_Task requirements_. The response should contain only those lines of the entries below that include the string "transparent".

*** Opening of Supplied data ***

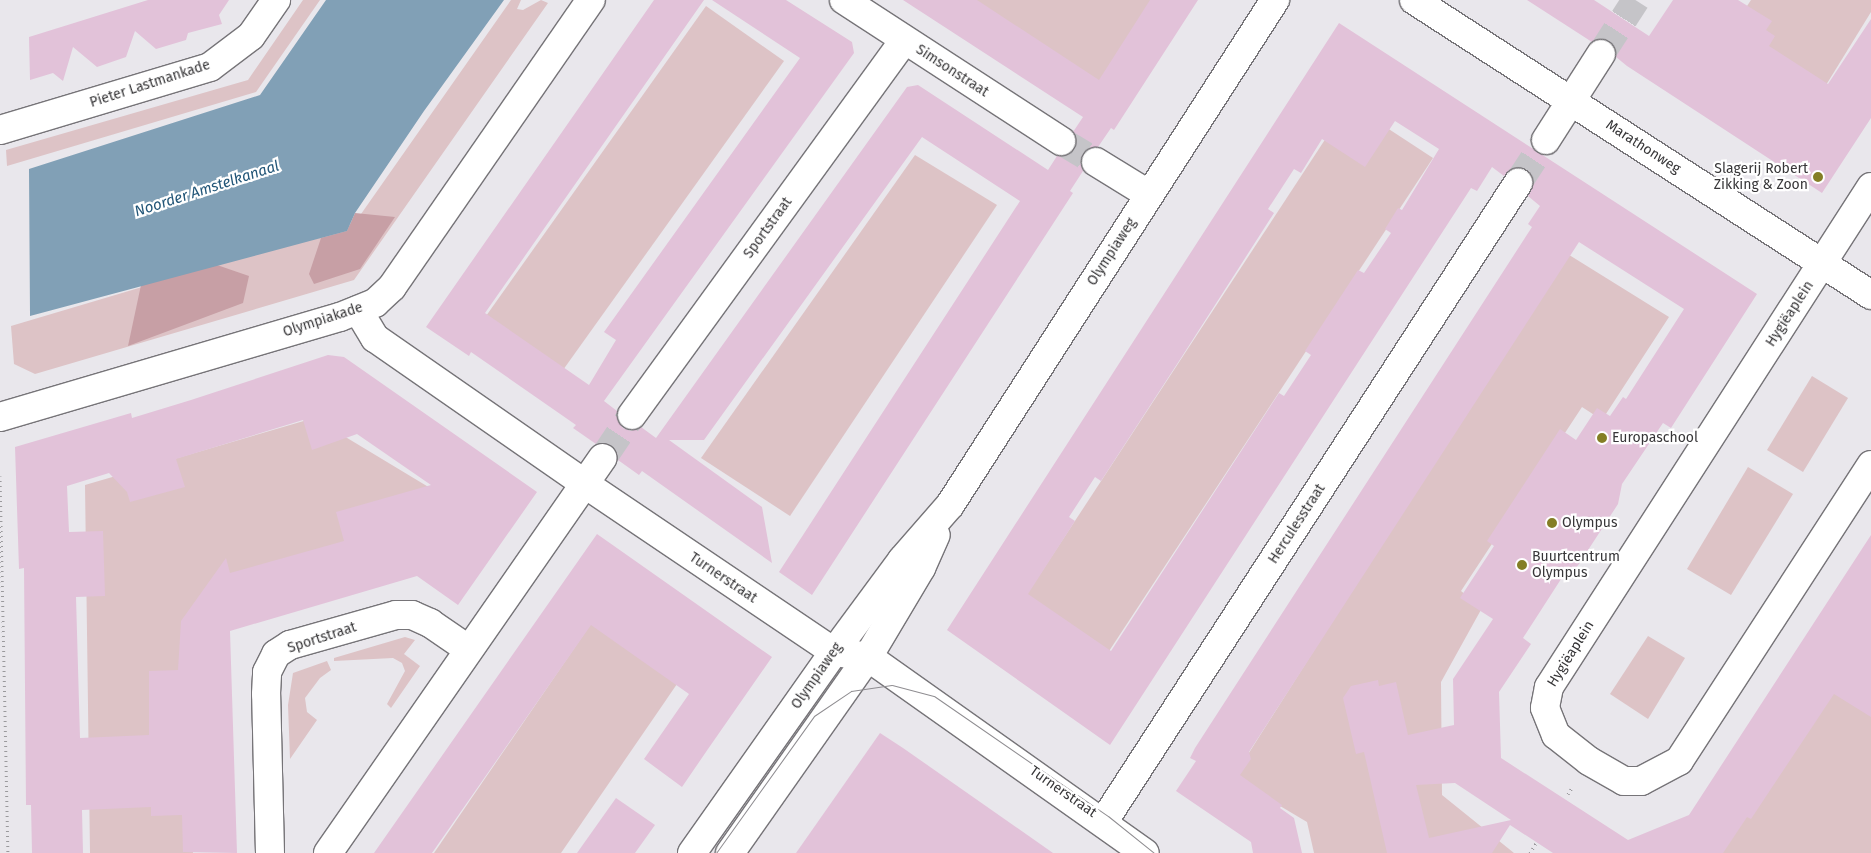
<!DOCTYPE html>
<meta charset="utf-8">
<style>
body{margin:0}
#map{position:relative;width:1871px;height:853px;overflow:hidden;background:#e9e7ec;font-family:"Fira Sans",sans-serif}
div>[style]{position:absolute}
[style*='--x']{left:calc(var(--x)*1px);top:calc(var(--y)*1px);width:calc(var(--w)*1px);rotate:calc(var(--a)*1deg)}
.green>*{inset:0;background:#ddc3c6}
.forest>*{inset:0;background:#c79fa5}
.water>*{inset:0;background:#81a0b6}
.building>*{inset:0;background:#e2c2d9}
.minor-tunnel>*{height:28px;margin-top:-14px;transform-origin:0;background:repeating-linear-gradient(90deg,#c5c4c8 0 28px,transparent 0 42px)}
.path>*{height:3px;margin-top:-1.5px;transform-origin:0;background:repeating-linear-gradient(90deg,#9a999c 0 1px,transparent 0 5px)}
.roads{filter:drop-shadow(1px 0 #767478) drop-shadow(-1px 0 #767478) drop-shadow(0 1px #767478) drop-shadow(0 -1px #767478)}
.minor>*{height:28px;margin:-14px;padding:0 14px;transform-origin:14px;border-radius:14px;background:#fff}
.tertiary>*{height:28px;margin:-14px;padding:0 14px;transform-origin:14px;border-radius:14px;background:#fff}
.tram>*{height:1px;margin:-0.5px;padding:0 0.5px;transform-origin:0.5px;border-radius:0.5px;background:#8f8d91}
.dots>*{width:14px;height:14px;translate:-50% -50%;box-sizing:border-box;border:2px solid #fff;border-radius:50%}
span{translate:-50% -50%;white-space:nowrap;text-align:center;line-height:1.15;-webkit-text-stroke:4.5px #fff;paint-order:stroke}
.street-label{font-size:14px;color:#373638}
.poi-label{font-size:14px;color:#373638}
.right{translate:-100% -50%;text-align:right}
.left{translate:0 -50%;text-align:left}
.water-label{font-size:15px;color:#225678;font-style:italic}
</style>
<div id="map">
<div class="green">
<i style="clip-path:polygon(303px 0,320px 0,256px 92px,7px 166px,6px 150px,248px 80px)"></i>
<i style="clip-path:polygon(511px 0,521px 0,517px 9px,523px 10px,541px 0,548px 3px,354px 280px,35px 374px,14px 364px,11px 326px,354px 224px)"></i>
<i style="clip-path:polygon(939px 0,1169px 0,1101px 104px)"></i>
<i style="clip-path:polygon(1751px 0,1871px 0,1871px 12px,1802px 124px,1714px 56px)"></i>
<i style="clip-path:polygon(706px 6px,784px 61px,563px 370px,486px 316px)"></i>
<i style="clip-path:polygon(1349px 103px,1433px 158px,1092px 677px,1008px 623px)"></i>
<i style="clip-path:polygon(915px 155px,997px 205px,790px 516px,701px 458px)"></i>
<i style="clip-path:polygon(1566px 253px,1669px 317px,1602px 420px,1582px 407px,1461px 591px,1482px 608px,1441px 682px,1442px 795px,1514px 853px,1314px 853px,1307px 822px,1233px 778px)"></i>
<i style="clip-path:polygon(1812px 376px,1848px 398px,1803px 472px,1767px 450px)"></i>
<i style="clip-path:polygon(314px 418px,455px 503px,209px 589px,182px 621px,193px 853px,90px 853px,85px 485px)"></i>
<i style="clip-path:polygon(1748px 467px,1793px 494px,1731px 595px,1687px 569px)"></i>
<i style="clip-path:polygon(601px 609px,688px 668px,561px 853px,434px 853px)"></i>
<i style="clip-path:polygon(1871px 626px,1871px 853px,1718px 853px)"></i>
<i style="clip-path:polygon(1648px 636px,1685px 658px,1648px 719px,1610px 694px)"></i>
<i style="clip-path:polygon(405px 637px,415px 640px,404px 654px,420px 666px,391px 708px,387px 704px,405px 671px,402px 663px,393px 658px,334px 661px,334px 658px)"></i>
<i style="clip-path:polygon(327px 661px,331px 670px,320px 678px,305px 698px,307px 712px,317px 720px,290px 759px,288px 705px,293px 673px)"></i>
</div>
<div class="forest">
<i style="clip-path:polygon(355px 213px,395px 217px,360px 269px,314px 284px,309px 274px,321px 238px,347px 231px)"></i>
<i style="clip-path:polygon(217px 265px,249px 276px,243px 303px,128px 346px,141px 285px)"></i>
</div>
<div class="water">
<i style="clip-path:polygon(326px 0,504px 0,424px 111px,355px 213px,347px 231px,30px 316px,29px 169px,260px 95px)"></i>
</div>
<div class="building">
<i style="clip-path:polygon(148px 0,229px 0,219px 15px,222px 24px,188px 33px,186px 40px,156px 49px,135px 31px,126px 57px,97px 67px,73px 47px,63px 81px,53px 73px,30px 80px,29px 37px)"></i>
<i style="clip-path:polygon(654px 0,704px 0,485px 313px,589px 385px,616px 340px,604px 332px,800px 58px,712px 0,786px 0,852px 42px,854px 53px,604px 401px,617px 411px,618px 421px,623px 428px,631px 431px,641px 427px,656px 438px,907px 87px,918px 85px,1048px 170px,1057px 156px,1068px 155px,1074px 149px,1077px 141px,1073px 132px,1083px 117px,903px 0,977px 0,1099px 80px,1150px 0,1198px 0,1114px 130px,1111px 128px,1098px 147px,1089px 148px,1083px 153px,1080px 162px,1083px 171px,1070px 191px,1073px 193px,812px 595px,779px 572px,1020px 201px,922px 137px,704px 440px,669px 440px,762px 507px,772px 563px,642px 471px,639px 475px,618px 460px,617px 452px,611px 445px,596px 444px,573px 428px,576px 425px,471px 352px,469px 356px,426px 327px)"></i>
<i style="clip-path:polygon(1527px 0,1594px 0,1649px 36px,1673px 0,1738px 0,1772px 21px,1766px 30px,1775px 36px,1769px 46px,1828px 84px,1871px 19px,1871px 118px,1822px 193px,1627px 66px,1616px 57px,1615px 47px,1610px 41px,1601px 38px,1592px 42px)"></i>
<i style="clip-path:polygon(evenodd,1339px 23px,1757px 294px,1671px 428px,1663px 423px,1622px 484px,1618px 504px,1579px 564px,1569px 577px,1563px 576px,1523px 638px,1531px 644px,1499px 692px,1501px 758px,1628px 840px,1689px 815px,1871px 535px,1871px 717px,1834px 694px,1751px 819px,1747px 817px,1723px 853px,1553px 853px,1510px 825px,1492px 853px,1387px 853px,1364px 752px,1356px 754px,1343px 698px,1351px 686px,1378px 680px,1379px 686px,1396px 682px,1408px 735px,1454px 725px,1453px 679px,1493px 619px,1460px 598px,1494px 546px,1487px 541px,1560px 429px,1576px 440px,1597px 408px,1610px 416px,1623px 397px,1626px 399px,1684px 309px,1579px 242px,1249px 752px,1251px 759px,1240px 775px,1282px 805px,1280px 808px,1294px 818px,1302px 853px,1253px 853px,1251px 842px,1176px 791px,1196px 761px,1190px 758px,1195px 748px,1532px 227px,1528px 224px,1540px 206px,1528px 196px,1534px 184px,1532px 176px,1519px 167px,1510px 169px,1504px 176px,1492px 167px,1477px 191px,1471px 188px,1110px 745px,947px 630px,1339px 23px,1395px 121px,1439px 149px,1402px 210px,1398px 208px,1385px 229px,1391px 233px,1364px 273px,1358px 270px,1305px 351px,1311px 355px,1284px 396px,1279px 393px,1111px 651px,1028px 594px,1075px 521px,1069px 517px,1095px 477px,1101px 481px,1181px 358px,1274px 213px,1268px 209px,1294px 169px,1301px 173px,1322px 139px,1365px 167px,1395px 121px,1339px 23px,1455px 783px,1511px 820px,1429px 838px,1416px 785px,1455px 783px)"></i>
<i style="clip-path:polygon(evenodd,328px 355px,344px 357px,537px 492px,458px 605px,417px 576px,230px 631px,237px 853px,183px 852px,182px 815px,151px 816px,151px 807px,82px 810px,83px 853px,32px 853px,31px 805px,26px 805px,24px 568px,19px 569px,15px 447px,131px 413px,132px 418px,191px 400px,328px 355px,303px 420px,312px 450px,357px 434px,431px 485px,336px 512px,344px 541px,230px 573px,226px 558px,181px 621px,178px 670px,149px 671px,149px 735px,80px 738px,76px 597px,105px 596px,103px 531px,69px 532px,67px 486px,109px 473px,127px 492px,130px 502px,185px 487px,176px 459px,303px 420px)"></i>
<i style="clip-path:polygon(597px 534px,772px 657px,708px 749px,682px 787px,644px 759px,689px 694px,591px 625px,432px 853px,374px 853px)"></i>
<i style="clip-path:polygon(880px 733px,903px 748px,1053px 853px,796px 853px)"></i>
<i style="clip-path:polygon(616px 798px,655px 825px,635px 853px,577px 853px)"></i>
</div>
<div class="minor-tunnel">
<i style="--x:1601;--y:54;--w:64;--a:-57.1"></i>
<i style="--x:1061;--y:141;--w:41;--a:31"></i>
<i style="--x:1518;--y:183;--w:51;--a:-56.9"></i>
<i style="--x:603;--y:458;--w:52;--a:-56"></i>
</div>
<div class="path">
<i style="--x:0;--y:476;--w:377;--a:88.8"></i>
<i style="--x:1568;--y:794;--w:9;--a:-58"></i>
<i style="--x:1530;--y:853;--w:12;--a:-59"></i>
</div>
<div class="roads">
<div class="minor">
<i style="--x:844;--y:0;--w:259;--a:33"></i>
<i style="--x:0;--y:130;--w:219;--a:-16.7"></i>
<i style="--x:210;--y:67;--w:51;--a:-37.1"></i>
<i style="--x:251;--y:36;--w:44;--a:-55.2"></i>
<i style="--x:1546;--y:140;--w:102;--a:-57.4"></i>
<i style="--x:1096;--y:162;--w:61;--a:31.6"></i>
<i style="--x:1871;--y:187;--w:595;--a:122.78"></i>
<i style="--x:1549;--y:687;--w:21;--a:101"></i>
<i style="--x:1545;--y:708;--w:29;--a:68"></i>
<i style="--x:1556;--y:735;--w:42;--a:38.2"></i>
<i style="--x:1589;--y:761;--w:40;--a:29.7"></i>
<i style="--x:1624;--y:781;--w:17;--a:0"></i>
<i style="--x:1641;--y:781;--w:43;--a:-27.8"></i>
<i style="--x:1679;--y:761;--w:353;--a:-57"></i>
<i style="--x:358;--y:310;--w:33;--a:59"></i>
<i style="--x:375;--y:338;--w:256;--a:34.8"></i>
<i style="--x:585;--y:484;--w:300;--a:34"></i>
<i style="--x:834;--y:652;--w:34;--a:8"></i>
<i style="--x:868;--y:657;--w:339;--a:35.3"></i>
<i style="--x:632;--y:415;--w:463;--a:-54"></i>
<i style="--x:0;--y:417;--w:354;--a:-16.4"></i>
<i style="--x:340;--y:317;--w:38;--a:-22"></i>
<i style="--x:375;--y:303;--w:23;--a:-43"></i>
<i style="--x:392;--y:287;--w:349;--a:-55.3"></i>
<i style="--x:1104;--y:821;--w:761;--a:-57.02"></i>
<i style="--x:270;--y:853;--w:159;--a:-91.4"></i>
<i style="--x:266;--y:694;--w:22;--a:-87"></i>
<i style="--x:267;--y:672;--w:20;--a:-63"></i>
<i style="--x:276;--y:654;--w:17;--a:-33"></i>
<i style="--x:290;--y:645;--w:110;--a:-15.8"></i>
<i style="--x:396;--y:615;--w:16;--a:0"></i>
<i style="--x:412;--y:615;--w:20;--a:24"></i>
<i style="--x:430;--y:623;--w:46;--a:34.4"></i>
<i style="--x:328;--y:853;--w:481;--a:-55.2"></i>
</div>
<div class="tertiary">
<i style="--x:1414;--y:0;--w:544;--a:32.84"></i>
<i style="--x:692;--y:853;--w:246;--a:-54.8"></i>
<i style="--x:834;--y:652;--w:114;--a:-53.5"></i>
<i style="--x:902;--y:560;--w:73;--a:-48.9"></i>
<i style="--x:950;--y:505;--w:601;--a:-57.24"></i>
<i style="--x:730;--y:853;--w:240;--a:-54.9"></i>
<i style="--x:868;--y:657;--w:104;--a:-59.2"></i>
<i style="--x:921;--y:568;--w:36;--a:-66"></i>
</div>
</div>
<div class="tram">
<i style="--x:716;--y:853;--w:168;--a:-54.4"></i>
<i style="--x:814;--y:716;--w:45;--a:-34"></i>
<i style="--x:851;--y:691;--w:41;--a:-8.3"></i>
<i style="--x:892;--y:685;--w:43;--a:14.7"></i>
<i style="--x:934;--y:696;--w:211;--a:34.6"></i>
<i style="--x:1108;--y:816;--w:59;--a:38.8"></i>
</div>
<div class="dots">
<i style="left:1818px;top:177px;background:#847e25"></i>
<i style="left:1602px;top:438px;background:#847e25"></i>
<i style="left:1552px;top:523px;background:#847e25"></i>
<i style="left:1522px;top:565px;background:#847e25"></i>
</div>
<div class="street-label">
<span style="left:952px;top:71px;rotate:33deg">Simsonstraat</span>
<span style="left:150px;top:84px;rotate:-18deg">Pieter Lastmankade</span>
<span style="left:1643px;top:147px;rotate:33deg">Marathonweg</span>
<span style="left:768px;top:228px;rotate:-54deg">Sportstraat</span>
<span style="left:1112px;top:252px;rotate:-57deg">Olympiaweg</span>
<span style="left:1790px;top:314px;rotate:-57deg">Hygiëaplein</span>
<span style="left:323px;top:320px;rotate:-18deg">Olympiakade</span>
<span style="left:1297px;top:524px;rotate:-57deg">Herculesstraat</span>
<span style="left:723px;top:578px;rotate:34deg">Turnerstraat</span>
<span style="left:322px;top:638px;rotate:-18deg">Sportstraat</span>
<span style="left:1571px;top:654px;rotate:-58deg">Hygiëaplein</span>
<span style="left:817px;top:676px;rotate:-55deg">Olympiaweg</span>
<span style="left:1063px;top:792px;rotate:35deg">Turnerstraat</span>
</div>
<div class="poi-label">
<span class="right" style="left:1808px;top:177px">Slagerij Robert<br>Zikking &amp; Zoon</span>
<span class="left" style="left:1612px;top:438px">Europaschool</span>
<span class="left" style="left:1562px;top:523px">Olympus</span>
<span class="left" style="left:1532px;top:565px">Buurtcentrum<br>Olympus</span>
</div>
<div class="water-label">
<span style="left:207px;top:189px;rotate:-18deg">Noorder Amstelkanaal</span>
</div>
</div>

*** Close of Supplied data ***

_Reply_.
.minor-tunnel>*{height:28px;margin-top:-14px;transform-origin:0;background:repeating-linear-gradient(90deg,#c5c4c8 0 28px,transparent 0 42px)}
.path>*{height:3px;margin-top:-1.5px;transform-origin:0;background:repeating-linear-gradient(90deg,#9a999c 0 1px,transparent 0 5px)}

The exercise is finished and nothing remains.